TASK TO COMPLETE: Look for the word "anchor" in the records, and copy each line where it appears.

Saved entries
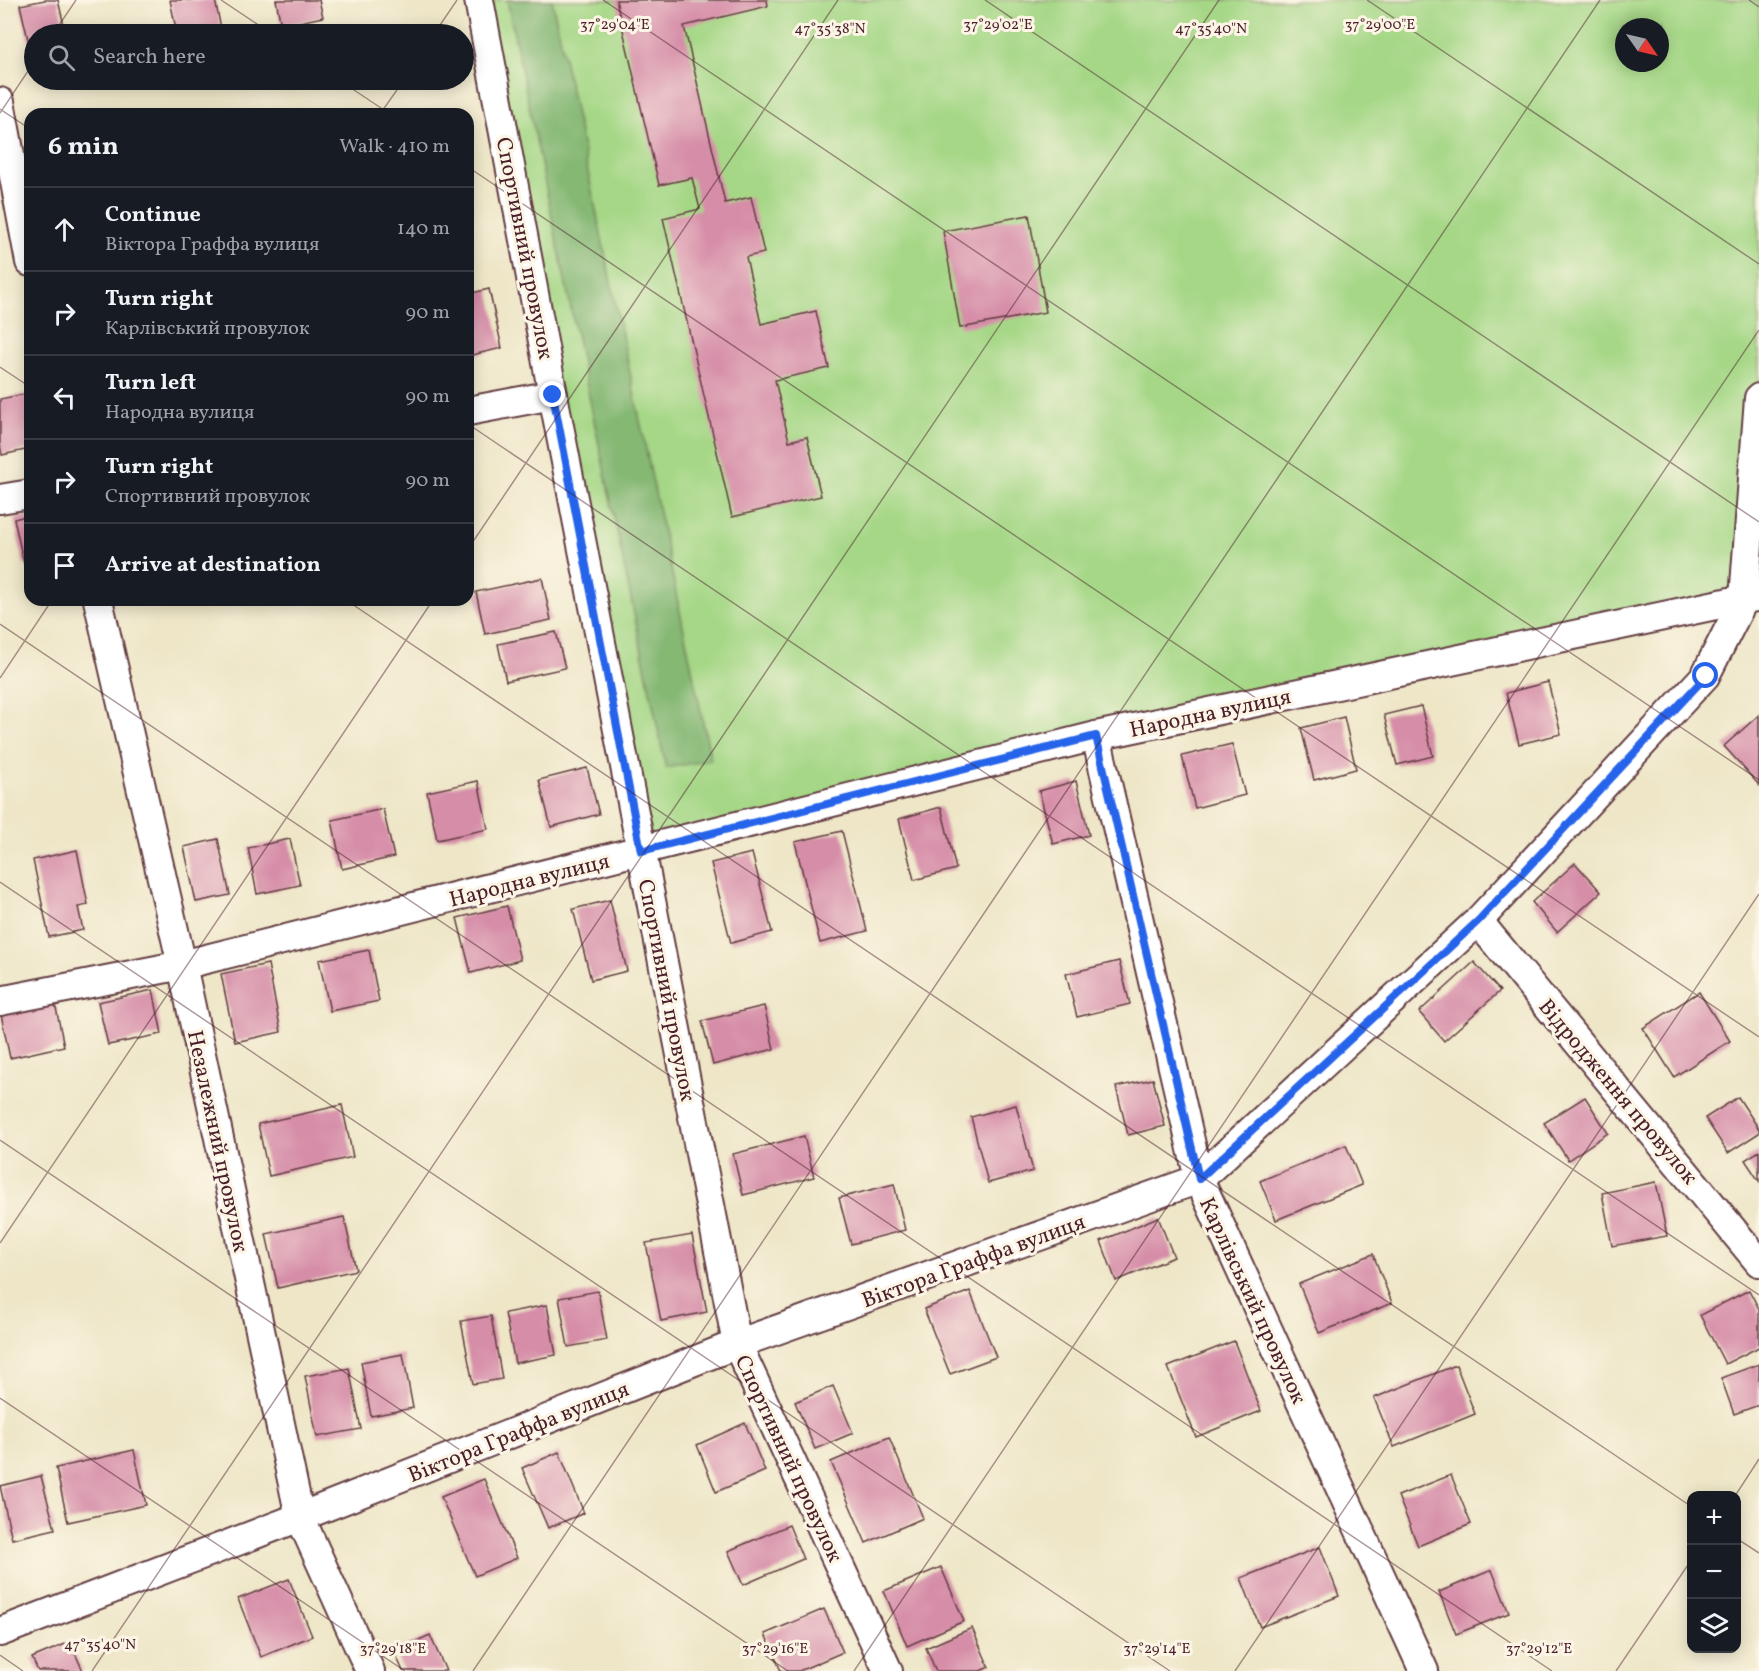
<!DOCTYPE html>
<meta charset="utf-8">
<style>
body{margin:0;font-family:Vollkorn,serif;background:#20242c;color:#f1f3f6}
.controls{position:absolute;right:18px;bottom:18px;display:grid;overflow:hidden;border-radius:12px;box-shadow:0 3px 15px #0003}
.controls button{width:54px;height:54px;display:grid;place-items:center;padding:0;border:0;border-bottom:2px solid #363941;background:#171b24;color:#f1f3f6;font:30px sans-serif}
.compass{position:absolute;left:1615px;top:18px;width:54px;height:54px;border-radius:50%;background:#171b24;box-shadow:0 3px 15px #0003;rotate:124deg}
.stop{position:absolute;width:18px;height:18px;margin:-14px;border:4px solid #2563eb;border-radius:50%;background:#fff}
.stop.end{background:#2563eb;border-color:#fff;box-shadow:0 2px 6px #0008}
.list{margin:0;padding:0;list-style:none}
h2{display:flex;justify-content:space-between;align-items:center;height:78px;margin:0;padding:0 24px;font-size:26px}
h2 small{font-size:20px;font-weight:400;color:#9ea1a6}
.list li{display:grid;grid-template-columns:39px 1fr auto;gap:18px;align-items:center;box-sizing:border-box;height:84px;padding:0 24px;border-top:2px solid #363941}
.list b{display:block;font-size:22px;white-space:nowrap}
.list p{margin:0;font-size:20px;white-space:nowrap;color:#9ea1a6}
.list em{font-size:20px;font-style:normal;color:#9ea1a6}
.icon{flex:none;width:33px;height:33px;fill:none;stroke:currentColor;stroke-width:2;stroke-linecap:round;stroke-linejoin:round}
.map{position:relative;flex:none;width:1759px;height:1671px;overflow:hidden}
.search{position:absolute;background:#171b24;box-shadow:0 3px 15px #0003;left:24px;top:24px;width:450px;height:66px;display:flex;align-items:center;gap:15px;box-sizing:border-box;padding:0 21px;border-radius:33px;color:#9ea1a6;font-size:22px}
.panel{position:absolute;background:#171b24;box-shadow:0 3px 15px #0003;left:24px;top:108px;width:450px;height:498px;border-radius:18px}
.map>svg:first-child{display:block}
</style>
<div class="map">
<svg width="1759" height="1671" viewBox="0 0 1759 1671">
<rect width="100%" height="100%" fill="#fcf5e5"/>
<filter id="ink" filterUnits="userSpaceOnUse"><feTurbulence type="fractalNoise" baseFrequency=".0167" numOctaves="2"/><feDisplacementMap in="SourceGraphic" scale="12" xChannelSelector="R" yChannelSelector="G"/><feConvolveMatrix kernelMatrix="1 2 1 2 8 2 1 2 1" color-interpolation-filters="sRGB"/></filter>
<filter id="wash" filterUnits="userSpaceOnUse"><feTurbulence type="fractalNoise" baseFrequency=".008" numOctaves="4" result="noise"/><feDisplacementMap in="SourceGraphic" scale="24" xChannelSelector="R" yChannelSelector="G"/><feGaussianBlur stdDeviation="1.35" result="paint"/><feColorMatrix in="noise" values="0 0 0 0 0 0 0 0 0 0 0 0 0 0 0 0 0 1.4 0 .05"/><feComposite in="paint" operator="in"/></filter>
<g filter="url(#wash)">
<rect width="100%" height="100%" fill="#eee6c7"/>
<!-- green -->
<path fill="#a5d786" stroke="#787b58" stroke-width="1.5" fill-rule="evenodd" d="M479,0H1759V398L1744,599L641,851ZM1624,27H1660V63H1624Z"/>
<!-- forest -->
<path fill="#84b873" stroke="#676c4f" stroke-width="1.5" d="M507,0H552L711,760L666,768Z"/>
<g id="blocks">
<!-- building -->
<g fill="#d68da8">
<path d="M45,0H58L66,34H34V65L20,5Z"/>
<path d="M170,0H215L222,33L177,34Z"/>
<path d="M276,0H319L323,17L281,26Z"/>
<path d="M616,0H767L768,6L684,26L725,203L751,197L764,253L746,257L761,324L816,311L829,368L775,380L789,441L807,437L821,496L732,517L663,218L700,209L692,178L659,185Z"/>
<path d="M1029,215L1046,312L960,328L943,231Z"/>
<path d="M489,289L502,348L468,356V294Z"/>
<path d="M30,393V449L2,455L0,444V399Z"/>
<path d="M30,515V562L24,564L14,519Z"/>
<path d="M542,578L551,620L485,634L476,592Z"/>
<path d="M556,632L565,668L506,681L498,644Z"/>
<path d="M1548,682L1561,734L1519,744L1506,693Z"/>
<path d="M1421,706L1433,756L1397,765L1384,715Z"/>
<path d="M1759,715V785L1724,746Z"/>
<path d="M1344,717L1356,769L1314,780L1301,728Z"/>
<path d="M1232,744L1245,795L1195,808L1182,756Z"/>
<path d="M587,768L599,814L551,827L539,780Z"/>
<path d="M478,781L488,829L437,840L427,792Z"/>
<path d="M1076,781L1089,835L1053,844L1039,791Z"/>
<path d="M941,807L956,869L914,880L899,819Z"/>
<path d="M383,809L394,857L342,869L332,820Z"/>
<path d="M842,831L867,931L820,943L795,842Z"/>
<path d="M218,839L230,895L196,902L184,847Z"/>
<path d="M290,839L300,885L257,894L248,848Z"/>
<path d="M77,850L88,905L78,907L83,930L49,937L33,860Z"/>
<path d="M752,853L772,932L731,943L711,863Z"/>
<path d="M1575,863L1601,892L1557,932L1532,902Z"/>
<path d="M610,900L627,971L591,980L573,909Z"/>
<path d="M507,906L520,960L471,973L457,918Z"/>
<path d="M369,950L379,1001L330,1011L319,960Z"/>
<path d="M1119,961L1130,1004L1077,1017L1066,974Z"/>
<path d="M1474,962L1500,991L1444,1041L1419,1012Z"/>
<path d="M268,964L281,1032L235,1042L221,974Z"/>
<path d="M153,990L162,1034L108,1045L98,1002Z"/>
<path d="M1699,992L1730,1041L1674,1077L1643,1028Z"/>
<path d="M55,1003L64,1046L10,1058L1,1014Z"/>
<path d="M764,1006L774,1049L713,1065L702,1021Z"/>
<path d="M1153,1079L1165,1126L1128,1135L1116,1087Z"/>
<path d="M1585,1097L1608,1133L1568,1160L1544,1123Z"/>
<path d="M1738,1097L1759,1129V1133L1728,1153L1705,1118Z"/>
<path d="M342,1105L353,1157L269,1176L258,1124Z"/>
<path d="M1016,1105L1033,1171L988,1183L971,1117Z"/>
<path d="M804,1136L814,1177L743,1195L733,1154Z"/>
<path d="M1346,1145L1362,1185L1276,1220L1260,1181Z"/>
<path d="M1759,1151V1181L1745,1160Z"/>
<path d="M1656,1182L1667,1236L1612,1246L1602,1193Z"/>
<path d="M894,1184L905,1230L851,1244L839,1198Z"/>
<path d="M344,1217L356,1270L278,1288L266,1234Z"/>
<path d="M1158,1217L1174,1257L1116,1281L1101,1241Z"/>
<path d="M692,1235L707,1312L661,1321L646,1243Z"/>
<path d="M1373,1254L1392,1303L1319,1333L1299,1284Z"/>
<path d="M1749,1290L1759,1309V1347L1725,1364L1700,1315Z"/>
<path d="M598,1291L607,1340L568,1347L559,1298Z"/>
<path d="M970,1291L996,1357L950,1374L924,1309Z"/>
<path d="M547,1305L556,1355L515,1363L505,1313Z"/>
<path d="M491,1316L502,1379L473,1384L461,1321Z"/>
<path d="M1234,1341L1261,1411L1196,1437L1168,1367Z"/>
<path d="M403,1354L413,1408L371,1416L361,1362Z"/>
<path d="M1759,1364V1405L1734,1414L1721,1378Z"/>
<path d="M1456,1365L1475,1414L1394,1447L1374,1398Z"/>
<path d="M349,1368L361,1429L317,1437L305,1376Z"/>
<path d="M833,1386L853,1433L815,1449L795,1402Z"/>
<path d="M745,1423L765,1471L716,1492L697,1445Z"/>
<path d="M889,1437L923,1518L866,1543L831,1462Z"/>
<path d="M134,1450L146,1505L68,1522L56,1468Z"/>
<path d="M559,1452L584,1513L548,1528L522,1468Z"/>
<path d="M1451,1475L1471,1524L1418,1546L1398,1496Z"/>
<path d="M41,1476L55,1529L12,1539L0,1486Z"/>
<path d="M484,1479L517,1558L475,1576L441,1497Z"/>
<path d="M789,1525L803,1559L743,1585L728,1551Z"/>
<path d="M1320,1547L1339,1596L1260,1627L1241,1578Z"/>
<path d="M941,1567L964,1621L907,1646L884,1591Z"/>
<path d="M1492,1570L1509,1613L1456,1634L1439,1592Z"/>
<path d="M289,1579L312,1636L261,1657L238,1599Z"/>
<path d="M824,1609L843,1652L799,1671H781L765,1634Z"/>
<path d="M972,1628L989,1667L980,1671H936L926,1648Z"/>
<path d="M430,1635L446,1671H403L394,1651Z"/>
<path d="M70,1642L83,1671H38L32,1658Z"/>
</g>
</g>
</g>
<g filter="url(#ink)">
<use href="#blocks" fill-opacity="0" stroke="#633d42" stroke-width="1.5"/>
<g fill="none" stroke-linecap="round" stroke-linejoin="round">
<!-- minor casing -->
<g stroke="#633d42" stroke-width="32">
<g id="minor">
<path d="M479,0L553,395L737,1344L888,1671"/>
<path d="M0,102L30,262"/>
<path d="M468,411L553,395"/>
<path d="M0,499L30,494"/>
<path d="M98,600L182,965L300,1517L370,1671"/>
<path d="M1096,736L1199,1179L1424,1671"/>
<path d="M1478,921L1759,1262"/>
<path d="M0,1001L182,965L1096,736L1744,599L1757,597"/>
<path d="M0,1632L300,1517L737,1344L1199,1179L1478,921L1705,676L1744,599L1759,398"/>
</g>
</g>
<!-- minor -->
<use href="#minor" stroke="#fff" stroke-width="28"/>
</g>
</g>
<g fill="none" stroke-linecap="round" stroke-linejoin="round" filter="url(#ink)">
<!-- route -->
<path stroke="#2563eb" stroke-width="8" d="M553,395L641,851L1096,736L1199,1179L1478,921L1706,676"/>
</g>
<!-- ticks -->
<path fill="none" stroke="#4a1f2b" stroke-width="1.5" stroke-opacity="0.45" d="M221,0L272,34M603,0L1759,780M985,0L1759,522M1367,0L1759,264M1749,0L1759,7M53,34L76,0M434,34L457,0M339,80L390,114M0,109L30,129M0,113L34,62M380,114L404,80M468,167L1759,1037M0,367L30,387M468,424L1759,1295M468,549L838,0M346,600L1692,1507M0,624L1552,1671M0,678L52,600M0,882L1170,1671M0,1140L788,1671M0,1243L433,600M0,1398L405,1671M1735,1496L1759,1459M1736,1538L1759,1553M0,1655L23,1671M92,1671L1219,0M473,1671L1600,0M854,1671L1759,330M1235,1671L1759,894M1616,1671L1692,1559"/>
<g text-anchor="middle" stroke-width="6" stroke-linejoin="round" paint-order="stroke">
<!-- street labels -->
<g font-size="22" fill="#4a1f2b" stroke="#fcf5e5">
<text transform="translate(526 248) rotate(79)" y="8">Спортивний провулок</text>
<text transform="translate(1210 712) rotate(-12)" y="8">Народна вулиця</text>
<text transform="translate(529 879) rotate(-14)" y="8">Народна вулиця</text>
<text transform="translate(668 990) rotate(79)" y="8">Спортивний провулок</text>
<text transform="translate(1619 1091) rotate(50)" y="8">Відродження провулок</text>
<text transform="translate(219 1141) rotate(78)" y="8">Незалежний провулок</text>
<text transform="translate(973 1260) rotate(-20)" y="8">Віктора Граффа вулиця</text>
<text transform="translate(1254 1300) rotate(65)" y="8">Карлівський провулок</text>
<text transform="translate(518 1431) rotate(-22)" y="8">Віктора Граффа вулиця</text>
<text transform="translate(790 1458) rotate(65)" y="8">Спортивний провулок</text>
</g>
</g>
<g font-size="15" text-anchor="middle" fill="#4a1f2b" stroke="#fcf5e5" stroke-width="6" stroke-linejoin="round" paint-order="stroke">
<text x="615" y="29">37°29'04"E</text>
<text x="998" y="29">37°29'02"E</text>
<text x="1380" y="29">37°29'00"E</text>
<text x="830" y="33">47°35'38"N</text>
<text x="1211" y="33">47°35'40"N</text>
<text x="100" y="1649">47°35'40"N</text>
<text x="393" y="1653">37°29'18"E</text>
<text x="775" y="1653">37°29'16"E</text>
<text x="1157" y="1653">37°29'14"E</text>
<text x="1539" y="1653">37°29'12"E</text>
</g>
</svg>
<div class="controls">
<button>+</button>
<button>−</button>
<button><svg class="icon" aria-label="layers" viewBox="0 0 24 24"><path d="M12 4l9 5-9 5-9-5zM3 14l9 5 9-5"/></svg></button>
</div>
<svg class="compass" viewBox="-18 -18 36 36"><path d="M0-13l5 13h-10z" fill="#e53935"/><path d="M0 13l5-13h-10z" fill="#9ea1a6"/></svg>
<div class="stop" style="left:1706px;top:676px"></div>
<div class="stop end" style="left:553px;top:395px"></div>
<div class="search"><svg class="icon" aria-label="search" viewBox="0 0 24 24"><circle cx="10" cy="10" r="6"/><path d="M15 15l6 6"/></svg>Search here</div>
<section class="panel">
<h2>6 min<small>Walk · 410 m</small></h2>
<ul class="list">
<li><svg class="icon" aria-label="ahead" viewBox="0 0 24 24"><path d="M12 20V5M6 11l6-6 6 6"/></svg><div><b>Continue</b><p>Віктора Граффа вулиця</p></div><em>140 m</em></li>
<li><svg class="icon" aria-label="right" viewBox="0 0 24 24"><path d="M7 20v-9h11M14 6l5 5-5 5"/></svg><div><b>Turn right</b><p>Карлівський провулок</p></div><em>90 m</em></li>
<li><svg class="icon" aria-label="left" viewBox="0 0 24 24"><path d="M17 20v-9H6M10 6l-5 5 5 5"/></svg><div><b>Turn left</b><p>Народна вулиця</p></div><em>90 m</em></li>
<li><svg class="icon" aria-label="right" viewBox="0 0 24 24"><path d="M7 20v-9h11M14 6l5 5-5 5"/></svg><div><b>Turn right</b><p>Спортивний провулок</p></div><em>90 m</em></li>
<li><svg class="icon" aria-label="arrive" viewBox="0 0 24 24"><path d="M6 21V4h12l-3 4 3 4H6"/></svg><div><b>Arrive at destination</b></div></li>
</ul>
</section>
</div>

REPLY:
<g text-anchor="middle" stroke-width="6" stroke-linejoin="round" paint-order="stroke">
<g font-size="15" text-anchor="middle" fill="#4a1f2b" stroke="#fcf5e5" stroke-width="6" stroke-linejoin="round" paint-order="stroke">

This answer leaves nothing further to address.